Tuesday, 14 December 2010
Parsing mathematical expressions using active patterns
Active patterns allow arbitrary user-defined functions to be used to dissect values during pattern matching. This opens up some interesting possibilities with regard to parsing because it allows active patterns to be used to destructure streams of data when known patterns are encountered.
The following code sample creates several mutually-recursive active patterns that form a recursive descent parser for mathematical expressions:
> let rec (|Term|_|) = function
| Factor(e1, t) ->
let rec aux e1 = function
| '+'::Factor(e2, t) -> aux (e1 + e2) t
| '-'::Factor(e2, t) -> aux (e1 - e2) t
| t -> Some(e1, t)
aux e1 t
| _ -> None
and (|Factor|_|) = function
| '-'::Factor(e, t) -> Some(-e, t)
| Atom(e1, '*'::Factor(e2, t)) -> Some(e1 * e2, t)
| Atom(e, t) -> Some(e, t)
| _ -> None
and (|Atom|_|) = function
| c::t when '0'<=c && c<='9' -> Some(int(string c), t)

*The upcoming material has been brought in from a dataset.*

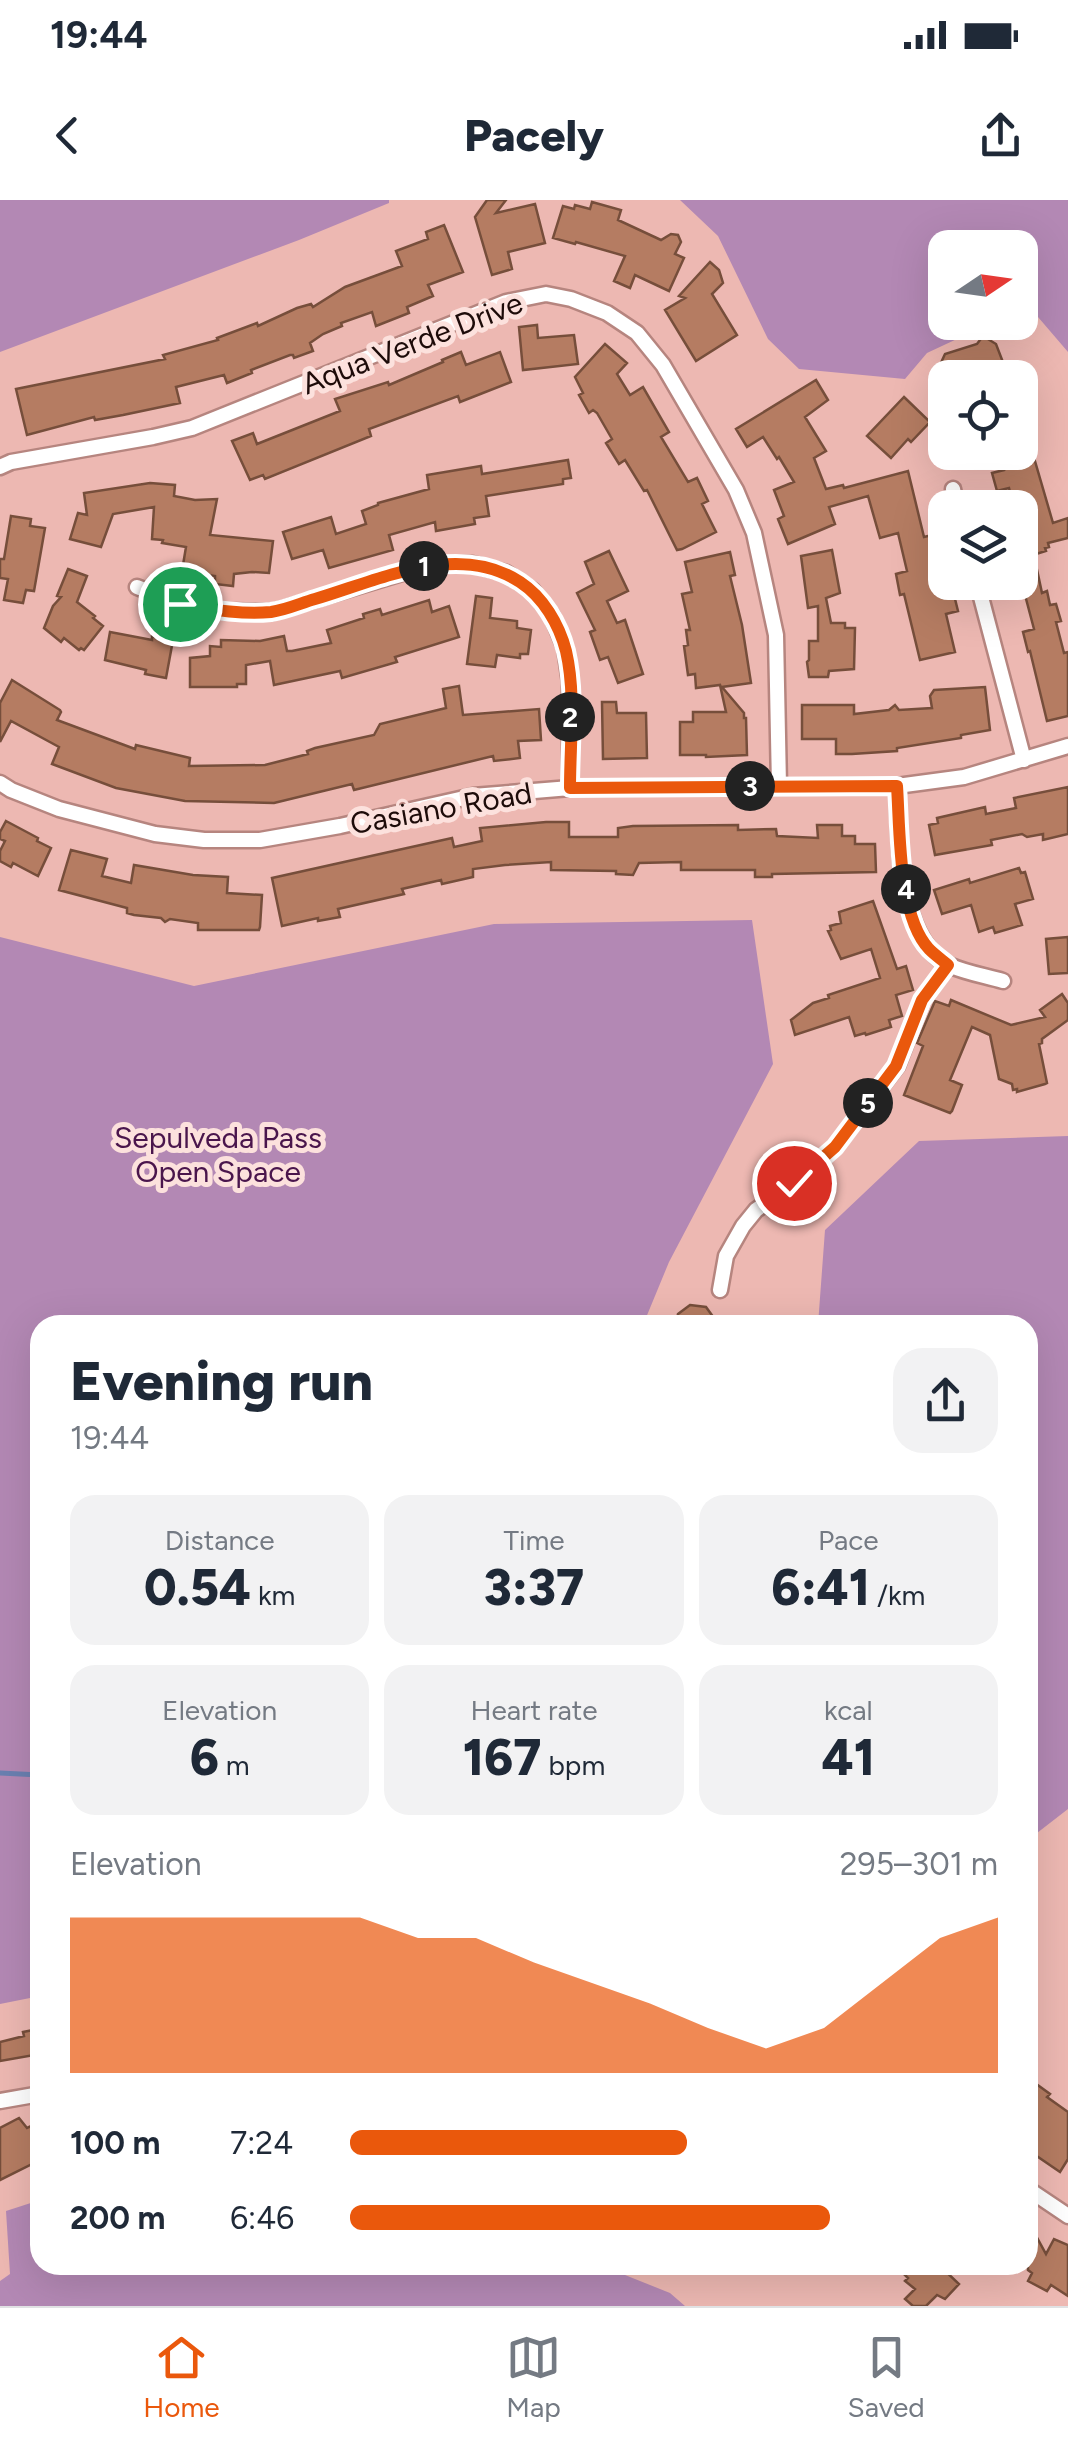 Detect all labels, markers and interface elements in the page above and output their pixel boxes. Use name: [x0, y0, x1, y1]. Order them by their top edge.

| '('::Term(e, ')'::t) -> Some(e, t)
| _ -> None;;
val ( |Term|_| ) : char list -> (int * char list) option
val ( |Factor|_| ) : char list -> (int * char list) option
val ( |Atom|_| ) : char list -> (int * char list) option
For example, the following parses the expression 1 + 2 × (3 - 4) × -5:
> let (Term e) = List.ofSeq "1+2*(3-4)*-5";;
val e : int * char list = (11, )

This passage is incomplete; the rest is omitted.